For Tiziano, Indigenous philosophy, rooted in community, is fundamental. He quotes the Brazilian Indigenous philosopher Ailton Krenak: “The future is ancestral.” He adds: “ For Indigenous cultures, the future is behind us, we don't see it, and the past is ahead , it's what we can see and work with, the opposite of the Western idea.” By looking at what has already happened, at what we have lived through, we can act, but not in isolation.
Sometimes, when he speaks at a conference, people ask him what water to drink or how to live better in this globalized world. “Everyone wants something like the secret to a good life, but not for you to have a political or ideological stance.”


“I wouldn’t have been able to survive if I were a heterosexual person.”


Photo: Nora Lezano
Tiziano participated in a Pride March for the first time in 2024. It was in Tilcara, Jujuy, and “the flag leading the march was the Wiphala: “Our identity as people who defend a territory, an ancestral heritage, comes first.” Everything else is secondary, “and not in a bad way; I may have other urgent matters, and that doesn’t invalidate the others.”
Recently, while watching the film based on Camila Sosa Villada's book, *Thesis on Domestication*, she allowed herself to connect with questions that had been sidelined by the urgency of survival. "They've made us believe that no one can love us, that everything will have to be clandestine, that we're going to die alone," she says. In the present, the sting of this disbelief, this feeling of not deserving of support, still throbs. "I'm tired," she says, knowing that her life is a thousand lives for other identities, that everything she's had to endure has never given her a break. "Now that some of my needs are a little more met, I'm finding that other thing." That other thing: the love and care we deserve.
When he talks about being in a relationship, he does so with the same tenderness and commitment he displays when being incisive; he embodies both the sweetness and firmness of someone who has been through a lot. Tiziano identifies as queer; that term feels more down-to-earth, more streetwise, a search for another way to define himself.
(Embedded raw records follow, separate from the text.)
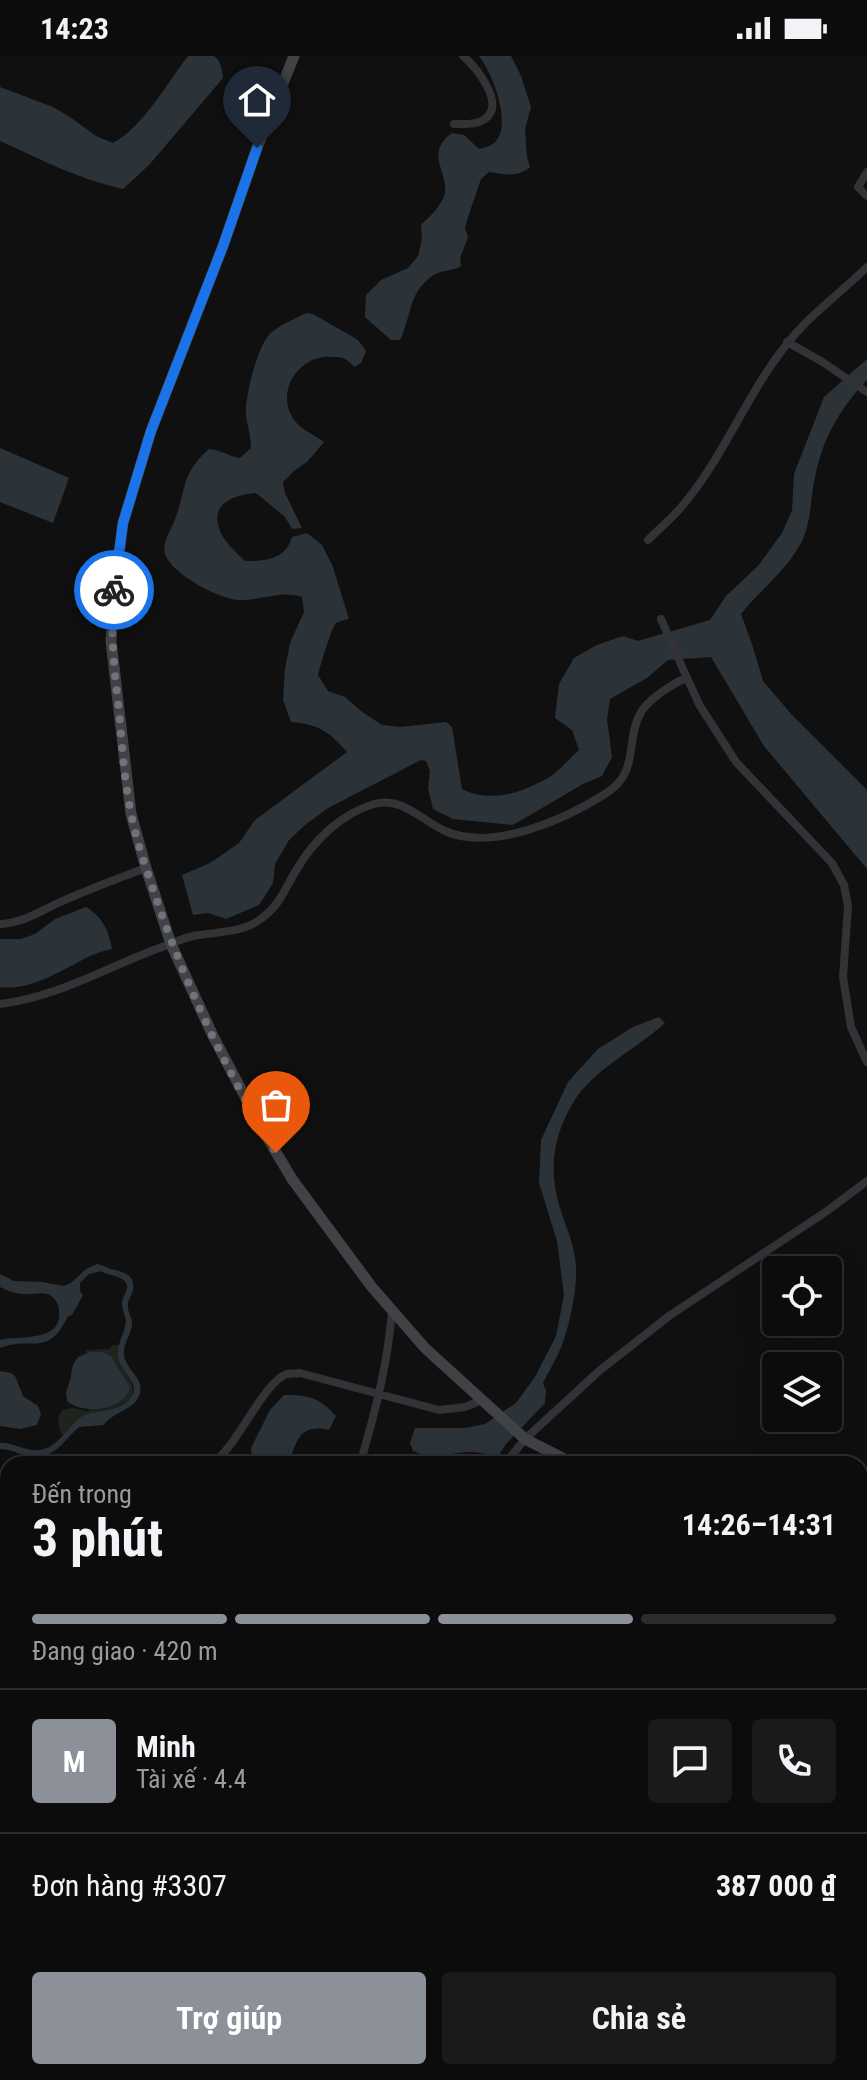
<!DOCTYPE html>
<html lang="vi">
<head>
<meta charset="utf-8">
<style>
	:root { --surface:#0c0c0d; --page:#1a1a1b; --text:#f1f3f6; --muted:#9a9b9d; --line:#2c2c2e; --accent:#8c9099 }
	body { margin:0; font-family:"Roboto Condensed",sans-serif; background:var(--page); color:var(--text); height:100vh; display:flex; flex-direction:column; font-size:30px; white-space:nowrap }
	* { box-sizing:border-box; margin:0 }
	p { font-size:26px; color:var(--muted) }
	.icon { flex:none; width:44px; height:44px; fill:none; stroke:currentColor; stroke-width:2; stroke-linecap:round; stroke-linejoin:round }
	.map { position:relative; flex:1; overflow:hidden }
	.panel { position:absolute; left:0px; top:1400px; width:868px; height:624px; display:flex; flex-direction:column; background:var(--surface); border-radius:24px 24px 0 0; box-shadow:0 8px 32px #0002,0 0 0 2px var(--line) }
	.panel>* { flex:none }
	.fabs { position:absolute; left:762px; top:1200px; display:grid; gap:16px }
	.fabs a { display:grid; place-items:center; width:80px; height:80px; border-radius:8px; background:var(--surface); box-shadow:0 8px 32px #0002,0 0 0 2px var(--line); font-size:40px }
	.pin { position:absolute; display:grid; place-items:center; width:68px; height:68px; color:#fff; margin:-82px -34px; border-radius:50% 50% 50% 0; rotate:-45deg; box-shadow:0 0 8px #0007 }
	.pin .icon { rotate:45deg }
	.courier { position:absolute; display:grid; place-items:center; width:80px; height:80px; margin:-40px; border:6px solid #1a73e8; border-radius:50%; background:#fff; color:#222; box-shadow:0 2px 10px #0007 }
	.summary em { font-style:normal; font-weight:700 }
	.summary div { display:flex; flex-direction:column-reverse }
	.summary { display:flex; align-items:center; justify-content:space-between; height:136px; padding:0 32px }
	h1 { font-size:52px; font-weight:700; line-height:60px }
	.bar { display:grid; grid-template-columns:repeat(4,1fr); gap:12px 8px; align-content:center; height:96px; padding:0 32px }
	.bar i { height:10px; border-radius:6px; background:var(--line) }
	.bar .selected { background:var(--accent) }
	.bar p { grid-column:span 4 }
	.line { display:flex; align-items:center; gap:20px; padding:0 32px; border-top:2px solid var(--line) }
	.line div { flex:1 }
	.round { display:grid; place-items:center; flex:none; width:84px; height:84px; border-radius:8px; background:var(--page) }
	.action { display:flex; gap:16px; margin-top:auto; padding:16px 32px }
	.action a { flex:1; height:92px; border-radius:8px; background:var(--accent); color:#fff; font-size:32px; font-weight:700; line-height:92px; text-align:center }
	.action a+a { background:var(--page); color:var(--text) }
	.status { display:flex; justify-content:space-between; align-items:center; height:56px; padding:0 40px; background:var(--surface); direction:ltr }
	.status svg { height:22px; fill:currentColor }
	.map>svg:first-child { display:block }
	.green { fill:#1d241d }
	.water { fill:#2b3339 }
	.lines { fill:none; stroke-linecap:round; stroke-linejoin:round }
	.street { stroke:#323336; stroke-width:8 }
	.secondary { stroke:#404246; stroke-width:11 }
	.done { stroke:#707379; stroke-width:8; stroke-dasharray:0 14.4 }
	.route { stroke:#1a73e8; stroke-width:10 }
</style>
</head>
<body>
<div class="status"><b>14:23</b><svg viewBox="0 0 49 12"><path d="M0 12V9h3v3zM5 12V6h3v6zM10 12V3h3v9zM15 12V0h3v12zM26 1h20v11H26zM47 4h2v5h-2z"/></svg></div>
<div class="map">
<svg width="867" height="2024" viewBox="0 0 867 2024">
	<rect width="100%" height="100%" fill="#101011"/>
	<path class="green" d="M113,1289H119C116,1315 154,1338 117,1351C111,1354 104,1353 98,1355C84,1358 72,1367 63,1379C57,1373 57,1360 62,1354L72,1352L89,1355V1353C107,1350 126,1351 129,1330C117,1311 113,1292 86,1297L85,1294L109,1293Z"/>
	<path class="water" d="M188,0H214C221,5 222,14 223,22L149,109L123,133C80,124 40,103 0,85V31L53,51L70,61L96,80L113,87C144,70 167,27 188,0Z
		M479,0H511L521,20L531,51L525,73L527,101L530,111C519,122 503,118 489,116L481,123L467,164L465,172L468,181L460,202L461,210C452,216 440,213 431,221C408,238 412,259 400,284H391L365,261L366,239L381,224L408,212L418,200L422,183L421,169C429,161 442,150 445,137C448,115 424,97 452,77L464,79L479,93C484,92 492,90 496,85C512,67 492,16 479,0Z
		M306,257L313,258L358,284L366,295L361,307L354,311C354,310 346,303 345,303C341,301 337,301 333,301C302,297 277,331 291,359C297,372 313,378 324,386L307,406L295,414L283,426L285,437L302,472L292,473L285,461L256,437C234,439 209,447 220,475C225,487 237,497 245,505C266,505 285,504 292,481L307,477L322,489L333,511L349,563C344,564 340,565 336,567C331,572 320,611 318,619L328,635L345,641L361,655L382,669L401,671L446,666L452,671L462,733C491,748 525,736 551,720C561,713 570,702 579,694L572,674L555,662L559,628L574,602L597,589L623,580L638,585L710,564L726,540L758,510L782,477L792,455L794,418L824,341L867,303V324C840,353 823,381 815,421C810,442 812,466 801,487C786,515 761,533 741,558L752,588L763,625L792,659L867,734V813L764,690L711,601L668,604L647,622L610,643L607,663L612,701L602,720L583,728L513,769L453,763L433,753L428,732L430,715L426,705L421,704L328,752L305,769L289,784L275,808L273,827L259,849L226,863L208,857L193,859L182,819L210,807L239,787L255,764L347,696C330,676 318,668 291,666L283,644L285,613L290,587L304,556L302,541C283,534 262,544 241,544C222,545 171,518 165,498C162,485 171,475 175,463C187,431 181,418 209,393C221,394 229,400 240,402L251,392C251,381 248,372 246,360C244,343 258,286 272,276C282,268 295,263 306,257Z
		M0,392L69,422L53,467L0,446Z
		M86,851C103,862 108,873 112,893C104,895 96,897 88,901C62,914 31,935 0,931V883H21L35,878L55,863Z
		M659,961L665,967C637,993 593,1013 573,1047C553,1080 548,1114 560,1152C566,1171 575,1190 576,1211C577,1236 570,1266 562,1289C557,1302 549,1315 543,1327L546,1335L545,1347L506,1388L499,1399C489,1401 482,1396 472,1396C447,1396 439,1406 413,1395L410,1387L415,1372H465L485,1368L516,1347L535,1321L556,1280L564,1239L557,1185L539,1127L541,1084L568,1026L598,993L633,971Z
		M97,1208C104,1209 108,1213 115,1214C124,1216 136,1220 133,1234C132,1240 127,1244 128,1251C128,1258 133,1262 132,1269C131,1279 123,1287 124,1298C125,1314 144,1321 140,1337C135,1355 113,1355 104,1369L79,1371C61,1387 54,1406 25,1399C16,1397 10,1393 0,1393V1387H4C16,1388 28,1396 40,1394C60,1391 67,1369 83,1360C99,1352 124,1357 133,1338C139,1326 119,1314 118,1300C117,1288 123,1281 125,1270C128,1262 121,1255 122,1246C123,1240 128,1235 127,1229C125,1220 109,1220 101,1215L89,1218L80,1227V1235L83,1239L72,1259L68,1260C47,1303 33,1279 0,1292V1284L4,1283C23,1280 63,1285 59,1255C59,1249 55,1242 50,1239C42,1235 33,1239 24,1238C16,1238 8,1235 0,1231V1218L14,1225L42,1226L64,1230L71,1227L86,1213Z
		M90,1296H102L111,1300L130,1331C125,1355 83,1359 67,1345L66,1336L70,1325L73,1309L78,1301Z
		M0,1315L11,1317L15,1320L23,1340L38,1350L41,1358L37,1369L20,1373L0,1370Z
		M284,1339C308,1339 319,1341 336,1360L329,1374C300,1367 296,1385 289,1408H253L251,1392L270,1354Z
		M8,1845V1907L0,1910V1849Z
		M656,2016H720L707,2024H645Z"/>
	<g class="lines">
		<path class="street" d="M454,68C465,68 478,69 486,62C505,47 476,11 463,0
			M867,116L858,131L867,140
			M787,286L821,305L867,336
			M648,484C661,471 676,459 687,444C726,396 748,336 787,288C810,258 841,237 867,211
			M661,563L687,622
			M0,868C22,867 39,856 58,847C87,834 116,823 146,812
			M0,948C54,942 104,913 154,894C166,890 180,883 193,880C214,876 240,877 258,865C281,849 283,835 297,813C313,785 342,757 374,748C402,740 421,764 445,775C492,796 564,764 605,738C640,717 625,686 640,658C645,648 656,640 666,633C673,629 679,624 687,622L700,650L736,706L832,807L844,829L848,850L843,921L851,971L867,1006
			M212,1408C238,1390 263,1326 287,1318C291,1317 296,1318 300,1317L439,1354L465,1351L482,1344
			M360,1408C375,1357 388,1307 392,1254
			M505,1408L525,1383L599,1315L669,1260L827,1155L867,1125
			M0,1811L8,1813
			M0,1923L8,1920
			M0,1975L8,1972
			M52,2024V2016
			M90,2024V2016
			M129,2024L130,2016
			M185,2024L187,2016"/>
		<path class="secondary" d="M294,0L257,92L223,190L151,375L123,467L114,537L111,585L131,758L146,812L171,888L213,980L261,1071L292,1123L371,1230L425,1292L525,1383L574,1408
			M860,1483H867"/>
	</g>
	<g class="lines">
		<path class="done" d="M114,534C110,577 114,612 119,655C122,689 124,724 131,757C136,785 146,812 155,839C185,929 227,1016 276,1097"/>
		<path class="route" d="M114,534L123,467L151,375L223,190L257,92"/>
	</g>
</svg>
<div class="fabs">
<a><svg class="icon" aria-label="locate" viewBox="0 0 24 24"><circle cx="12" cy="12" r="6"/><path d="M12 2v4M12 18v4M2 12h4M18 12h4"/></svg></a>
<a><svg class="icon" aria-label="layers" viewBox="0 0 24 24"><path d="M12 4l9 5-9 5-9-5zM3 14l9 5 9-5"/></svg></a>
</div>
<div class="pin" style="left:276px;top:1097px;background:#ea580c"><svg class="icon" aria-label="bag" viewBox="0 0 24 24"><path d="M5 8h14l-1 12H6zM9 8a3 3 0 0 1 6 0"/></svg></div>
<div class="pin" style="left:257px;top:92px;background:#1f2937"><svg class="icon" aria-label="home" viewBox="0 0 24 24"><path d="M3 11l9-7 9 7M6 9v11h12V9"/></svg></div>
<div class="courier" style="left:114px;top:534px"><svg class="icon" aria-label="bike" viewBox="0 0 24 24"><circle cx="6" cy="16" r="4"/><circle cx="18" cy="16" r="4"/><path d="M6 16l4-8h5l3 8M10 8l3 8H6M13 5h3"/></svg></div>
<section class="panel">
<div class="summary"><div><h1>3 phút</h1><p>Đến trong</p></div><em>14:26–14:31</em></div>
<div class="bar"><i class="selected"></i><i class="selected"></i><i class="selected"></i><i></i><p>Đang giao · 420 m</p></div>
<div class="line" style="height:144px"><b class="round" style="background:var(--accent);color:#fff">M</b><div><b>Minh</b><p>Tài xế · 4.4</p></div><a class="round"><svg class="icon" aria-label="chat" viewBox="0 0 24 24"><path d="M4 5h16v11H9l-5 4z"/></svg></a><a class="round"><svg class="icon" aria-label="phone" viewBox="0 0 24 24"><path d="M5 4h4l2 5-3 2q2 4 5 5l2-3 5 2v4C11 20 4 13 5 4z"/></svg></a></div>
<div class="line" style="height:104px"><div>Đơn hàng #3307</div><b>387 000 ₫</b></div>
<div class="action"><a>Trợ giúp</a><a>Chia sẻ</a></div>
</section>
</div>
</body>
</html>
And he keeps telling himself that if we're queer, if we aspire to be hegemonic gays, what's really needed is "to work harder on finding our own way of defining ourselves."
In this way of facing the world, that other sensibility found the tools to survive. “Heterosexuality is much more traditional; that doesn’t mean there aren’t members of the community who are extremely conservative, but in my case it has taught me that you create your own family.”